What Is With Approved Credit (WAC)?
With approved credit, or WAC, is a type of advertising qualifier that indicates a particular financing offer is contingent on the buyer having adequate credit. The measurement of credit is through credit rating, income, and employment factors.
This statement often appears in the small print in car ads highlighting a lease or loan plan with a specific down payment and monthly payment. As the fine print explains, the offer is only available for buyers with a certain credit rating.
- With approved credit (WAC) is a way for advertisers to list terms that not all potential customers match, which in this case is credit.
- Sellers will run a potential customer's credit report to determine if they meet the criteria for the sale of financing.
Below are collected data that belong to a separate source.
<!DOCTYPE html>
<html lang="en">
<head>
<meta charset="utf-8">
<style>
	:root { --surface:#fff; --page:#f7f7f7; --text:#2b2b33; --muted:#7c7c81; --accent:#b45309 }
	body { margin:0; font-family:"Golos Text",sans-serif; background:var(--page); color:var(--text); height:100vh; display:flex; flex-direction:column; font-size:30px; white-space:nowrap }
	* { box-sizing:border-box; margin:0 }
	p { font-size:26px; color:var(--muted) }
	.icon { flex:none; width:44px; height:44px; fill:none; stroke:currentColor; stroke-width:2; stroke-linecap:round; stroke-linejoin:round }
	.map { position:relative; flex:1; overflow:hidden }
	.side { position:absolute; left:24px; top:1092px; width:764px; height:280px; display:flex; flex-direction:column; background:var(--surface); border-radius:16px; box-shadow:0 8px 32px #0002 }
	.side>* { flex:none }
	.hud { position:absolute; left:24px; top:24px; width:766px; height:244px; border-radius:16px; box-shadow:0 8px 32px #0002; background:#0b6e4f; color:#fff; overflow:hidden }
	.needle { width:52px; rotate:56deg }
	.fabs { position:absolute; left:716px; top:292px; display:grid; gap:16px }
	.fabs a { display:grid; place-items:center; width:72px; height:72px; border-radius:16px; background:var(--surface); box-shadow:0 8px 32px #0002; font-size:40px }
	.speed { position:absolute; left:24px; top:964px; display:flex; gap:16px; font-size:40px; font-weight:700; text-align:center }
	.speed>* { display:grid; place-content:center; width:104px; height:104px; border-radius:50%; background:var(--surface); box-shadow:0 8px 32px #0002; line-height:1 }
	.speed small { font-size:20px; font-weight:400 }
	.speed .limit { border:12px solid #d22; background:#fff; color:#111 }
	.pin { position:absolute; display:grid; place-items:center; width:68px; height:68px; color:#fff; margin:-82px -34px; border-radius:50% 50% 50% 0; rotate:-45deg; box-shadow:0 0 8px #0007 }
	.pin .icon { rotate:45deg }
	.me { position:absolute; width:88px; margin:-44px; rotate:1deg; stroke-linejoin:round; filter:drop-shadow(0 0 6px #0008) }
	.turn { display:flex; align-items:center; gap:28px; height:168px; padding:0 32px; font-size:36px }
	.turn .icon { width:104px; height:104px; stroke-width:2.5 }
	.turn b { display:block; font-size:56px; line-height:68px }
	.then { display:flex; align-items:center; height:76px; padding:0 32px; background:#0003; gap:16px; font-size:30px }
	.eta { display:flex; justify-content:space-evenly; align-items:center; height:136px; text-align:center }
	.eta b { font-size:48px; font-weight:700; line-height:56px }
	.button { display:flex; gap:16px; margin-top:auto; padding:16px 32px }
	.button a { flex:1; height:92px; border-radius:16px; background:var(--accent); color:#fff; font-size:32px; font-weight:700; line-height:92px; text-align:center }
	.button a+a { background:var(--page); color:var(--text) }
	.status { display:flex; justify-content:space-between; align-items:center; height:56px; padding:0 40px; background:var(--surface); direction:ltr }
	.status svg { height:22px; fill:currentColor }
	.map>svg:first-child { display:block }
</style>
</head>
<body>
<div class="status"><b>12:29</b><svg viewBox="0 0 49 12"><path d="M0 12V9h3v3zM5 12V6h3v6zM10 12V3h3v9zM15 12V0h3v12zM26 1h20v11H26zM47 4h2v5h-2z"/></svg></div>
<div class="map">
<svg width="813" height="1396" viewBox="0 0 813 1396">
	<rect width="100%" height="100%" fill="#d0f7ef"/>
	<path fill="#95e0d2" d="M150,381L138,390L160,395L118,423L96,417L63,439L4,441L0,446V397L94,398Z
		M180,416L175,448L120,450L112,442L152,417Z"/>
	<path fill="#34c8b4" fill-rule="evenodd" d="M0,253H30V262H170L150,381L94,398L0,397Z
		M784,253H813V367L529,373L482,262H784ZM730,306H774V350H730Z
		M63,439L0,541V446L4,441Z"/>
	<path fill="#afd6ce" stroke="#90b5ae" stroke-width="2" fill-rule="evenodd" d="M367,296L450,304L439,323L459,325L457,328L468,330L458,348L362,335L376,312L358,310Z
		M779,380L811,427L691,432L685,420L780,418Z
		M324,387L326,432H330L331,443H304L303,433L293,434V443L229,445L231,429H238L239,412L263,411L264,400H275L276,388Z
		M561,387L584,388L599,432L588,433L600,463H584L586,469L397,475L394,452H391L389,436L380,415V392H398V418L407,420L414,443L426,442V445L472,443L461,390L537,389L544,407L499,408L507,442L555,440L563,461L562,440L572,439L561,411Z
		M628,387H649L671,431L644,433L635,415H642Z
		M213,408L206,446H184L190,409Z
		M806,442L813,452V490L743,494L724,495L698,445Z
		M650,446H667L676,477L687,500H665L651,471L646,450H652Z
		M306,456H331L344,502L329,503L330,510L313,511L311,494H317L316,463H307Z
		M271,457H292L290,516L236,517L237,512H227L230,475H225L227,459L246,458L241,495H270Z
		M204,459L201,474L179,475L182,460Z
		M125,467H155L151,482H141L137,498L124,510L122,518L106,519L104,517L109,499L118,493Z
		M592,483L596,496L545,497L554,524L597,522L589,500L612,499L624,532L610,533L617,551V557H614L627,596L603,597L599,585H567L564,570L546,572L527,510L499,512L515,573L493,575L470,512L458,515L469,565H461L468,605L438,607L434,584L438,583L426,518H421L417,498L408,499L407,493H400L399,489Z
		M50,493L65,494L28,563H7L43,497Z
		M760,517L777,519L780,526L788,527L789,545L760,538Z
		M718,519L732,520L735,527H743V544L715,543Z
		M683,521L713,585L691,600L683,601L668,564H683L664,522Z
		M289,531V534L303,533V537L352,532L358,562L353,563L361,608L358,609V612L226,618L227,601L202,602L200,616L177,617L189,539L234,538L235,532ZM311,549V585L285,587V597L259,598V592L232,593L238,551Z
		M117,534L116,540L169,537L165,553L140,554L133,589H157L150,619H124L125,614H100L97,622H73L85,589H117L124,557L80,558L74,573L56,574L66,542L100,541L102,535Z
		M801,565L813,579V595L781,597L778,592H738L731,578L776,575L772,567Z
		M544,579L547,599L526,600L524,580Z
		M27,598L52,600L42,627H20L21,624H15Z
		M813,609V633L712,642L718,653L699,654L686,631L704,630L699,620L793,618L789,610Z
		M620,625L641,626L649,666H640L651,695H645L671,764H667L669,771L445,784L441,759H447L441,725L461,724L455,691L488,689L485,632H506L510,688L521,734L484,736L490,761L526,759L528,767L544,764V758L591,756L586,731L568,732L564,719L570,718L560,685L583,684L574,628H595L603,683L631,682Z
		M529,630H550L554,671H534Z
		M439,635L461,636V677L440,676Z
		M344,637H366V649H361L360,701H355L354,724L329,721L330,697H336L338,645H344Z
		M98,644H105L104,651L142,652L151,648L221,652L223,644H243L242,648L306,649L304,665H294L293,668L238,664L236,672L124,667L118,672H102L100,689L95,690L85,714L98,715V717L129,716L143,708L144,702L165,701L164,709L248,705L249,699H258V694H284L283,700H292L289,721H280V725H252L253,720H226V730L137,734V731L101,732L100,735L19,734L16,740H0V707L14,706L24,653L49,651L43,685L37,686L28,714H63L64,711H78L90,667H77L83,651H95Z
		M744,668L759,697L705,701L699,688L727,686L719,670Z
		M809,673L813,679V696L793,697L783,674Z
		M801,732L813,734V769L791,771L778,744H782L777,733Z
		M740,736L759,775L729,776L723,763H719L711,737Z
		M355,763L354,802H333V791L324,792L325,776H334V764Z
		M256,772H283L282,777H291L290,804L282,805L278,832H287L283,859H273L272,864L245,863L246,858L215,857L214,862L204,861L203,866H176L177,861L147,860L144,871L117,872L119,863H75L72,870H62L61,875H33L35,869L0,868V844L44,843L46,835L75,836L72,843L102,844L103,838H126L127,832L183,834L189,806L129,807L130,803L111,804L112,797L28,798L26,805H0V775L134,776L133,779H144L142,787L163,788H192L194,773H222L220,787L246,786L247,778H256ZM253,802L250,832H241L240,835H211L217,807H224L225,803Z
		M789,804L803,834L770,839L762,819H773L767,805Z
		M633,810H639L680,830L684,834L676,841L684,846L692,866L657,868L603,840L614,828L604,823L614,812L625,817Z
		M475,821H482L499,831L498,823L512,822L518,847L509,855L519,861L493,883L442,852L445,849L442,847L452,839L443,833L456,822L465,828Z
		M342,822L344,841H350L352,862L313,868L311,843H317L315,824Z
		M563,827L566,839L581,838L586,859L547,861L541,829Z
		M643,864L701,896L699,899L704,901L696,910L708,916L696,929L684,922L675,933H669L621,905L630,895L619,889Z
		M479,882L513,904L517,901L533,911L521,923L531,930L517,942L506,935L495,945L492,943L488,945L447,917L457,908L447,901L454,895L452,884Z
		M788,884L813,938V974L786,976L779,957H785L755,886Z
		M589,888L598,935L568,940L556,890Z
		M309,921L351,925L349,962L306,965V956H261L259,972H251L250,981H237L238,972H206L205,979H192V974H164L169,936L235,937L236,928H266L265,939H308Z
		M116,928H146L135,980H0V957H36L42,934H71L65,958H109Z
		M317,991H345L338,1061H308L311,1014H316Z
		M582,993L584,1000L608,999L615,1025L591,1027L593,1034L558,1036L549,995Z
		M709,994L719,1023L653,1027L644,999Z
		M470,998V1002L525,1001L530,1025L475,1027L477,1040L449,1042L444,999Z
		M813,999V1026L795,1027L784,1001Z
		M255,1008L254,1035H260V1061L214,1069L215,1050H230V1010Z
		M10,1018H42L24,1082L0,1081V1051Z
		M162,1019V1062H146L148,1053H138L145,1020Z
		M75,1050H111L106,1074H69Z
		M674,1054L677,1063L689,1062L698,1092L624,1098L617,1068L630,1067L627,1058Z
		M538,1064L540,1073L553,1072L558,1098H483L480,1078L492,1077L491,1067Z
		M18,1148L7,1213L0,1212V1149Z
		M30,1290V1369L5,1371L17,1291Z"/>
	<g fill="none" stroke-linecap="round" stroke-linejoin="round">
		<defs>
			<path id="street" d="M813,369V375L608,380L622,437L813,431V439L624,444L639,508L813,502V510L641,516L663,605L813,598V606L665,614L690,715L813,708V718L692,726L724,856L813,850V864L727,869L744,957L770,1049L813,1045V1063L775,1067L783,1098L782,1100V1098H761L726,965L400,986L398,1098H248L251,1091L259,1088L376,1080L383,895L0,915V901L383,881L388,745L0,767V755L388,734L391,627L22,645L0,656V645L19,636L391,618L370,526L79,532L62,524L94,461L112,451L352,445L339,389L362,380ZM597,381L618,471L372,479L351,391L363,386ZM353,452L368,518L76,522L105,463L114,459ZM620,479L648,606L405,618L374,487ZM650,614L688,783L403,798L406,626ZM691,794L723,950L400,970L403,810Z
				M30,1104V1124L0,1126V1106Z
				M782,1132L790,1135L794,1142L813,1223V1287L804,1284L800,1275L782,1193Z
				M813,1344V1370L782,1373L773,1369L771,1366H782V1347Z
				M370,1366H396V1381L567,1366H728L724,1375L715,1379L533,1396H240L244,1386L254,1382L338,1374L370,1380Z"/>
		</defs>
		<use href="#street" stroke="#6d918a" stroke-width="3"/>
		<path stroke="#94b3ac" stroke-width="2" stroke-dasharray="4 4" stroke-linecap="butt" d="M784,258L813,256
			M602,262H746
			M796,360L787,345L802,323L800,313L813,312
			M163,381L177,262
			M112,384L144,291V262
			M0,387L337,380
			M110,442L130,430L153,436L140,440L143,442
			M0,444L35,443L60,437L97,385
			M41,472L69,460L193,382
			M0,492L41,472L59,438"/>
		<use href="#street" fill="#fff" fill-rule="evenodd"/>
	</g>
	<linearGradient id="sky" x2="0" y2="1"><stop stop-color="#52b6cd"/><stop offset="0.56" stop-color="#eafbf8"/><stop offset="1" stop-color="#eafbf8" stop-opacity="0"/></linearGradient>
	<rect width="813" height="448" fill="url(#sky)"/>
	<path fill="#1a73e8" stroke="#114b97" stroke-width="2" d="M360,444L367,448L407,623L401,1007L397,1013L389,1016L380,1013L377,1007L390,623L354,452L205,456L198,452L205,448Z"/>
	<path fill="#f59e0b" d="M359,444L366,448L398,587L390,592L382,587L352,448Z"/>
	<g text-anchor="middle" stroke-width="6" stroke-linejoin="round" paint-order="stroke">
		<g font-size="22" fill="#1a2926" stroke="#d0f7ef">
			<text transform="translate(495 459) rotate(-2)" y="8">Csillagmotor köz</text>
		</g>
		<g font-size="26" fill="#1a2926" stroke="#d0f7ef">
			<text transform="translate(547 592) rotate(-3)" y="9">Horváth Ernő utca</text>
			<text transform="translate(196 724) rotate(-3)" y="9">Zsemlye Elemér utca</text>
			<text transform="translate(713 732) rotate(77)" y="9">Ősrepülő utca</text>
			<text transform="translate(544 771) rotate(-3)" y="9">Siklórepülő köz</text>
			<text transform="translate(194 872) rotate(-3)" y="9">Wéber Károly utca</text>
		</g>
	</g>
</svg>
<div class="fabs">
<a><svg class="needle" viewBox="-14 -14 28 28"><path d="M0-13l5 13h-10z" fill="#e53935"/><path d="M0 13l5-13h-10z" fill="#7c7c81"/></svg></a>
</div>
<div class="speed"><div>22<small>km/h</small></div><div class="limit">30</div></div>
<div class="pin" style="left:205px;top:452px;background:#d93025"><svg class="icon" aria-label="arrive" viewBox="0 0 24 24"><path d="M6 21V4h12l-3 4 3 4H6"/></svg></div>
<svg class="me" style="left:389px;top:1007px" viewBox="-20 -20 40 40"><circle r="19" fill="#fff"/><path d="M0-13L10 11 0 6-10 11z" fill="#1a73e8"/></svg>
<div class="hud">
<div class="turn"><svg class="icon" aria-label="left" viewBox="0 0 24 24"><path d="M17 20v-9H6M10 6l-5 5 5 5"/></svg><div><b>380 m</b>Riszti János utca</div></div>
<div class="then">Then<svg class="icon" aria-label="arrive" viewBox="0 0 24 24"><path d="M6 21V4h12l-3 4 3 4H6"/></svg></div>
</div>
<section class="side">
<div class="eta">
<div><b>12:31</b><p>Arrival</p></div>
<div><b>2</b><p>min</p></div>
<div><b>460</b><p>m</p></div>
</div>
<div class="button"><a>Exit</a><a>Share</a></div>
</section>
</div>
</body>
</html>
- WAC is often seen in lending-based businesses such as home purchases or more commonly in car sales.
Understanding With Approved Credit (WAC)
With approved credit is a legal qualifier which protects a merchant from accusations of bait-and-switch policies. Bait-and-switch is the practice of offering one product or service to attract customers which is not available. Bait-and-switch tactics are considered fraudulent and a violation of consumer laws, and are one of the fastest ways to lose consumer trust.
Examples of reasons to deny include low credit ratings, income not meeting defined criteria, and no length of work history. Factors that cannot be considered include race, gender, and age.
Since loan and lease offers are generally contingent on the buyer’s credit rating, many potential buyers will likely not qualify for the advertised terms. By making the offer contingent on approved credit the merchant cannot be accused of fraud, assuming the advertised offer is genuinely available for credit-worthy buyers.
To determine if a customer meets the merchant’s standards to qualify for the advertised loan or lease rate, the merchant will run a credit check on the potential buyer.
On approved credit, sometimes called OAC financing, is also a practice used in promotional materials for home loans, credit cards, and store credit. Other factors investigated include annual income and work status. Customers with the best credit ratings will get the most beneficial financing options.
One problem for consumers is that there is no single standard for determining what constitutes approved credit. Merchants are free to establish any level of credit-worthiness they desire, although most will balance risk mitigation with a desire to make the sale. However, to avoid charges of discrimination, the merchant must be consistent in basing decisions on financial factors.
Even though the term with approved credit is somewhat vague, buyers are protected by specific consumer law. Americans have a right under the Equal Credit Opportunity Act (ECOA) to know why their credit application was not approved. The answer to a customer's question cannot be vague and must be more than stating the applicant did not meet the standards but must specify a reason. Examples of reasons to deny include, low credit ratings, income not meeting defined criteria, and no length of work history. Factors that cannot be considered include race, gender, and age. Also, the receipt of public assistance should be part of regular income for recipients.